Corvus Pharmaceuticals, Inc. (NASDAQ:CRVS), a clinical-stage biopharmaceutical company focused on the development and commercialization of novel immuno-oncology therapies, today announced biomarker findings from its ongoing Phase 1/1b study of CPI-444 as a single agent and in combination with Genentech’s TECENTRIQ® (atezolizumab), a fully humanized monoclonal antibody targeting protein programmed cell death ligand 1 (PD-L1). CPI-444 is a selective and potent inhibitor of the adenosine A2A receptor. The data were presented today in a poster session by Ian McCaffery, Ph.D., vice president, Translational Sciences at Corvus, at the European Society for Medical Oncology (ESMO) 2016 Congress at the Bella Center in Copenhagen, Denmark.
“The initial part of our Phase 1/1b trial was designed to provide data on optimum dosing, safety and relevant biomarkers, and we have achieved that goal. We have completed enrollment in the dose-selection part of the trial, which enrolled 48 patients in four cohorts. We now have a solid understanding of dose, schedule, pharmacodynamic parameters and biomarkers,” said Richard A. Miller, M.D., an oncologist and co-founder, president and chief executive officer of Corvus. “We have selected the optimum single agent and combination dose of CPI-444 for the disease-specific expansion stage of the trial, which is now enrolling patients at 30 centers in the United States, Canada and Australia. We plan to present preliminary efficacy data from the dose-selection part of the study later this year.”
Results presented showed:
- Seven of seven patients receiving CPI-444 100 mg twice daily had sustained, complete blockade of peripheral blood lymphocyte A2A receptors.
- Plasma levels of CPI-444 of 2 mcg/ml resulted in complete saturation of A2A receptors in peripheral blood lymphocytes.
- Treatment-related increases in cytotoxic T-lymphocytes that were both PD-1-positive and CD8-positive (double positive) provided evidence of immune activation of peripheral blood lymphocytes. Previous research from others has shown that PD-1, CD8 double positive T-cells are associated with anti-tumor immune responses.
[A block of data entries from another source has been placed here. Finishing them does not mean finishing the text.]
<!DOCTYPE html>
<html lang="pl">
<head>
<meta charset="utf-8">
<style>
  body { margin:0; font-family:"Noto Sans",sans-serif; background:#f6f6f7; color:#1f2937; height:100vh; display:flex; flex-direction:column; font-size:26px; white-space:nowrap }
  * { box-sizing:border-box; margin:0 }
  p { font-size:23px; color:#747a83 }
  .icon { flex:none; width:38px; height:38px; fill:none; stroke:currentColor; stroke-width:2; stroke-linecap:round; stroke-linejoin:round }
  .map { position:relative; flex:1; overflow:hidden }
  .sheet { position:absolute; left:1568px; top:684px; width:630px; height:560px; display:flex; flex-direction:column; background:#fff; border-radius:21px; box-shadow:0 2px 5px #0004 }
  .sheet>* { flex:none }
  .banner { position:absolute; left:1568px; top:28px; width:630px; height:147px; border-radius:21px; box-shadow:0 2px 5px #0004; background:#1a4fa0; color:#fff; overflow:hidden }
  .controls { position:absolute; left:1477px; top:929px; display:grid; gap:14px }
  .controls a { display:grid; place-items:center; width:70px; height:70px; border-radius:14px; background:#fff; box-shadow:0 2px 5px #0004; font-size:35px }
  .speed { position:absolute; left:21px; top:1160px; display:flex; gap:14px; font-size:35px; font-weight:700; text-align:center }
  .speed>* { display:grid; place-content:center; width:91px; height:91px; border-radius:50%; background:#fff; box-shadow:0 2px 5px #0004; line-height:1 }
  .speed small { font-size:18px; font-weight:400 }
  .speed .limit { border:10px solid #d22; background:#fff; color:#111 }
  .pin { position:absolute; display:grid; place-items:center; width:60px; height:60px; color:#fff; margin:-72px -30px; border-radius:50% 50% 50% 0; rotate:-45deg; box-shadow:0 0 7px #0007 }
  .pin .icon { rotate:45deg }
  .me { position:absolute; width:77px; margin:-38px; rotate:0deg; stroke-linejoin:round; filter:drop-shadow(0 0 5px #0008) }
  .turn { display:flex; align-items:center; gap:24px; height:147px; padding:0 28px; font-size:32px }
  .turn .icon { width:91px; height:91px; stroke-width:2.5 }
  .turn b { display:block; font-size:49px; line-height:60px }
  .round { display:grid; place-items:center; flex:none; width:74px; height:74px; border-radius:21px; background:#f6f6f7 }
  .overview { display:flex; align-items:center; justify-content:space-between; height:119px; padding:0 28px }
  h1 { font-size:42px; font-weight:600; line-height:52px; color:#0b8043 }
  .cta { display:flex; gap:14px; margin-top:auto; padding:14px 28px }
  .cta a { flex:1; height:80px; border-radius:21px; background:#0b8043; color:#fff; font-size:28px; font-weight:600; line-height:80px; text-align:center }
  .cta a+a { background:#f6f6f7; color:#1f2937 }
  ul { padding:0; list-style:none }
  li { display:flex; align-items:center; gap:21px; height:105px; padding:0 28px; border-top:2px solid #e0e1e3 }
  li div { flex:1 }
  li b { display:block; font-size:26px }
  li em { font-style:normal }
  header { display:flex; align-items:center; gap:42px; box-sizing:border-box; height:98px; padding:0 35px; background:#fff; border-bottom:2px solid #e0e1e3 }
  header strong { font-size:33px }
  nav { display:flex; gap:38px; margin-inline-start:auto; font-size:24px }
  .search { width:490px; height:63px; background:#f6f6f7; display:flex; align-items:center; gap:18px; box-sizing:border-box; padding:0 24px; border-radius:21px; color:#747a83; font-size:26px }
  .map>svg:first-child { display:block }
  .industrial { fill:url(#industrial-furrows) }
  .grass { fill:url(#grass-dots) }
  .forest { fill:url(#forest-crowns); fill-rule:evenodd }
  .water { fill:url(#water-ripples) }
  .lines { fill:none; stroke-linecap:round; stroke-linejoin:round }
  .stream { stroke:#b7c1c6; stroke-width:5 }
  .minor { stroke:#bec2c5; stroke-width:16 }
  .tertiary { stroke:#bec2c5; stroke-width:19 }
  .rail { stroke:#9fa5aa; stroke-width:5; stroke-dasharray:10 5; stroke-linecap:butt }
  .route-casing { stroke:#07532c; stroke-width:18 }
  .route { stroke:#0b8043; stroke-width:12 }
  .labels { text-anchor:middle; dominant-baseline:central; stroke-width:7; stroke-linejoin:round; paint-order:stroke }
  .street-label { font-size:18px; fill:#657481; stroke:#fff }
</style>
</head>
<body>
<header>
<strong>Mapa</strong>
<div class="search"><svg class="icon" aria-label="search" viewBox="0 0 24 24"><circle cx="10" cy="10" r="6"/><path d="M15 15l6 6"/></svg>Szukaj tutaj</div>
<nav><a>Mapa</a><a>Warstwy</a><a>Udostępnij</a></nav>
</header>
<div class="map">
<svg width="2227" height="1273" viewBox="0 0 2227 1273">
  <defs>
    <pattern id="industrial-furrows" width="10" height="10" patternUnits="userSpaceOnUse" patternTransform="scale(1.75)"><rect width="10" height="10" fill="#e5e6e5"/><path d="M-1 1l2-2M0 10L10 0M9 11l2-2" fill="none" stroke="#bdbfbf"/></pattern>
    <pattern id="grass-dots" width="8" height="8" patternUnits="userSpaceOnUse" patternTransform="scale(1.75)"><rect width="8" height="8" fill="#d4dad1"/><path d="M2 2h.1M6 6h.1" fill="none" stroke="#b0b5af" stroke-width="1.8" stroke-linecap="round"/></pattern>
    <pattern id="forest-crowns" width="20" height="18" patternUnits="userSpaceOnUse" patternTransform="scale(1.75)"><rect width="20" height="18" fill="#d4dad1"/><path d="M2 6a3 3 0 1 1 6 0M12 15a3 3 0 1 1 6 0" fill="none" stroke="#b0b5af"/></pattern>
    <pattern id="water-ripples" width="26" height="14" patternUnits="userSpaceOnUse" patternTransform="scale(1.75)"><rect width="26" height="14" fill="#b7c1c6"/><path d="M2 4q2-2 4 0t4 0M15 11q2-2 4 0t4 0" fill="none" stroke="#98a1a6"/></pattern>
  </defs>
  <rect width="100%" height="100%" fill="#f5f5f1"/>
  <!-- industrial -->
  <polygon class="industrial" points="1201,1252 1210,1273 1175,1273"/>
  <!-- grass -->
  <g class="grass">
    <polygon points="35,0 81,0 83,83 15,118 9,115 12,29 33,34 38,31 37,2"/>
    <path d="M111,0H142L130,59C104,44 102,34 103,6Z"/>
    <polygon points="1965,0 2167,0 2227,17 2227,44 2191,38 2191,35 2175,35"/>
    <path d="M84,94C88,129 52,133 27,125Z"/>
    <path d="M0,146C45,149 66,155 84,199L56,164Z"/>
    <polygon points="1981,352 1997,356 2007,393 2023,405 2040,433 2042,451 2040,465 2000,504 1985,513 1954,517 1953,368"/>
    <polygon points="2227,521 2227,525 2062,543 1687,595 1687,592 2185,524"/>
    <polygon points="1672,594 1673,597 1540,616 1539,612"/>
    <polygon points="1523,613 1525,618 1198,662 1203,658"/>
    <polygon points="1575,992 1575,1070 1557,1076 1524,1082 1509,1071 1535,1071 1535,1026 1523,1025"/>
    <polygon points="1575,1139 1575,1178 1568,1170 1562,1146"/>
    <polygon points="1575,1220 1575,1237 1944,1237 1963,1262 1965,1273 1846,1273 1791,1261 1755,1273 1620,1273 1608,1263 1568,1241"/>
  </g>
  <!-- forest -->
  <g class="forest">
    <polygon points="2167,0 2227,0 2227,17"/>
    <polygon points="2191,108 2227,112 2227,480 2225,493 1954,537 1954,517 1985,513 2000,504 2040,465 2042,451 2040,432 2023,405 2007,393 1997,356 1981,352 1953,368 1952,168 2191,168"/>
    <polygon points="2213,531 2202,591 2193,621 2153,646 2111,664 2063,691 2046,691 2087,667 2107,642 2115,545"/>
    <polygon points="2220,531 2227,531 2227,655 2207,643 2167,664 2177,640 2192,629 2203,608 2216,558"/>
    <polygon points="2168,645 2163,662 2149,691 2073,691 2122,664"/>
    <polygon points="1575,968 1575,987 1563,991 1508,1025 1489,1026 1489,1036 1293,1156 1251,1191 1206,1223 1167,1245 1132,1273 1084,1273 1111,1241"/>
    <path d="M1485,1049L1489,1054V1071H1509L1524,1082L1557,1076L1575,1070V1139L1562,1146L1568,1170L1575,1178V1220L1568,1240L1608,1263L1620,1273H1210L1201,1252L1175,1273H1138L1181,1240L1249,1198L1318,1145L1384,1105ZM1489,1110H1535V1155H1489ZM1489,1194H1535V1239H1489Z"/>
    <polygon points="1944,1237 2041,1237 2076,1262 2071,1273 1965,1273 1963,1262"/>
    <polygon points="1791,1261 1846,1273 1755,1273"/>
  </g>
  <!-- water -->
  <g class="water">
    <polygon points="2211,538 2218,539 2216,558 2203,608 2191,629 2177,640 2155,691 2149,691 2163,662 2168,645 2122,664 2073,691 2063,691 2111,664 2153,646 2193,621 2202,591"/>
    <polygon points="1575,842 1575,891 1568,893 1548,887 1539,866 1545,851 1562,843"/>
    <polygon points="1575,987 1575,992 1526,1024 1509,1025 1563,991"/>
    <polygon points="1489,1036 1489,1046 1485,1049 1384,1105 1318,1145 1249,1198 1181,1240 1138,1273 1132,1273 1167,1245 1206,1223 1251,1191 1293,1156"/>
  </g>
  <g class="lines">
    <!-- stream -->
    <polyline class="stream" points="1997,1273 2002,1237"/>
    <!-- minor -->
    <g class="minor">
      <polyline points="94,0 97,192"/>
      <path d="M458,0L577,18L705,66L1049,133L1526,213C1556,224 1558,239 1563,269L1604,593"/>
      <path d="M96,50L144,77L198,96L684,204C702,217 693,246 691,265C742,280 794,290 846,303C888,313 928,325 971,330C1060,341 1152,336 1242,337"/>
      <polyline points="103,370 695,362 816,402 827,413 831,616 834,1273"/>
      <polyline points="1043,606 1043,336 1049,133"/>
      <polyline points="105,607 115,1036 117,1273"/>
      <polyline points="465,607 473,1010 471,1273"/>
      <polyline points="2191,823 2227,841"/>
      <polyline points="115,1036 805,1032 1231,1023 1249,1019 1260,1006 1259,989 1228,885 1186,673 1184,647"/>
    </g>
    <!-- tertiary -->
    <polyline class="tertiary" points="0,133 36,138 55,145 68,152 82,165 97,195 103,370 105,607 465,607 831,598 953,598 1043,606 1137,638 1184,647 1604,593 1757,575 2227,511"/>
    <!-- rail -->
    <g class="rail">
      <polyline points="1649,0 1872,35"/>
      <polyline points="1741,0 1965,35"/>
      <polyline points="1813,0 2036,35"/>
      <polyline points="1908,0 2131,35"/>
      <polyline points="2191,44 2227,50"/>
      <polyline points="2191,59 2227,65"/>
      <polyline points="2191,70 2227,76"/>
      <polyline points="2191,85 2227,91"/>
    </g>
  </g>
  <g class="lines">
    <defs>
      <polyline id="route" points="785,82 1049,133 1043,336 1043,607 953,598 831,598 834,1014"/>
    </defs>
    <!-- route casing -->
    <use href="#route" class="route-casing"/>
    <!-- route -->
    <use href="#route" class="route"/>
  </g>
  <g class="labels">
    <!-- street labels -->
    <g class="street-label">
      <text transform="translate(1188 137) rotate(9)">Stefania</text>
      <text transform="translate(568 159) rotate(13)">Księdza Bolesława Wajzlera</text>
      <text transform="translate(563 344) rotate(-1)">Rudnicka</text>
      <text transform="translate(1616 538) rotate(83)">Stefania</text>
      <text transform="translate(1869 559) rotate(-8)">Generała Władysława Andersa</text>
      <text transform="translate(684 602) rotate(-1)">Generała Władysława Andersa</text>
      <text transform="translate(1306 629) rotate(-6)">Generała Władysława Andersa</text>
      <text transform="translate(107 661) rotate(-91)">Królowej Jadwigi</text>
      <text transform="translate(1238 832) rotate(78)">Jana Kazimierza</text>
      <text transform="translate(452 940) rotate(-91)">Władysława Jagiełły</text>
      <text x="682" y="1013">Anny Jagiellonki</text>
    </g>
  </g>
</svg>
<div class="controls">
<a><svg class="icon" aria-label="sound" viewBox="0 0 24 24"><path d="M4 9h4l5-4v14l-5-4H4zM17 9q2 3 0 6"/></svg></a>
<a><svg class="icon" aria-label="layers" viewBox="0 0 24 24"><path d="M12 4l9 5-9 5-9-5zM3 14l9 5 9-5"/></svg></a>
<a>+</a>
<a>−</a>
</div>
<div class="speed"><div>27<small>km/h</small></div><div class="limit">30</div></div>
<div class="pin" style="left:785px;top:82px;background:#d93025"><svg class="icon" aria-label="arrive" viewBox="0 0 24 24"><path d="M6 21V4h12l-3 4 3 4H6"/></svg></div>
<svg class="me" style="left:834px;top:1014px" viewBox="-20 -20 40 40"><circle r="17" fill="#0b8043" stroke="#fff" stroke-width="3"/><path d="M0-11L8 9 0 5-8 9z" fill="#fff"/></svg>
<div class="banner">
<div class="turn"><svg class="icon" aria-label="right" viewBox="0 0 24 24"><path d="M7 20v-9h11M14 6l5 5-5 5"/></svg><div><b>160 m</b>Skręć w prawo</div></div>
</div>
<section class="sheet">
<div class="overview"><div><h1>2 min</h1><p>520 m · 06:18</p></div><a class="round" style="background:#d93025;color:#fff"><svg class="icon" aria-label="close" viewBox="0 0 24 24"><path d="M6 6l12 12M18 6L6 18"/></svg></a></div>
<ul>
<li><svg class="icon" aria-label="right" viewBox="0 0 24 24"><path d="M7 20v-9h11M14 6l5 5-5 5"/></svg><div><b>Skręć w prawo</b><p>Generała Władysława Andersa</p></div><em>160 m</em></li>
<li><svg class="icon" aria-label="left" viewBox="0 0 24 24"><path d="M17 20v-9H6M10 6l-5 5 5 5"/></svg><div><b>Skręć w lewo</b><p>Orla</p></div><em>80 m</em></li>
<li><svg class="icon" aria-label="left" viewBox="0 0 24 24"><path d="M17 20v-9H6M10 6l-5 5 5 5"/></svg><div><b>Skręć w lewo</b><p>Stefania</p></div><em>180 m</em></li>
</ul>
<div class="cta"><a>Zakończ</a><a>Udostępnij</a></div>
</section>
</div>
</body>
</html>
- In 14 patients tested to date, increases in PD-1, CD8 double positive T-cells were observed in seven of seven patients receiving single agent CPI-444 100 mg twice daily, in one of three patients receiving single agent CPI-444 200 mg once daily, and in three of four patients receiving CPI-444 50 mg twice daily combined with TECENTRIQ.
- CPI-444 has been well tolerated to date, with one patient experiencing a possibly drug related serious adverse event.
- Based on these and other data, Corvus has selected an oral dose of 100 mg twice daily for 28 days for both the single agent and combination arms of the second part of the trial.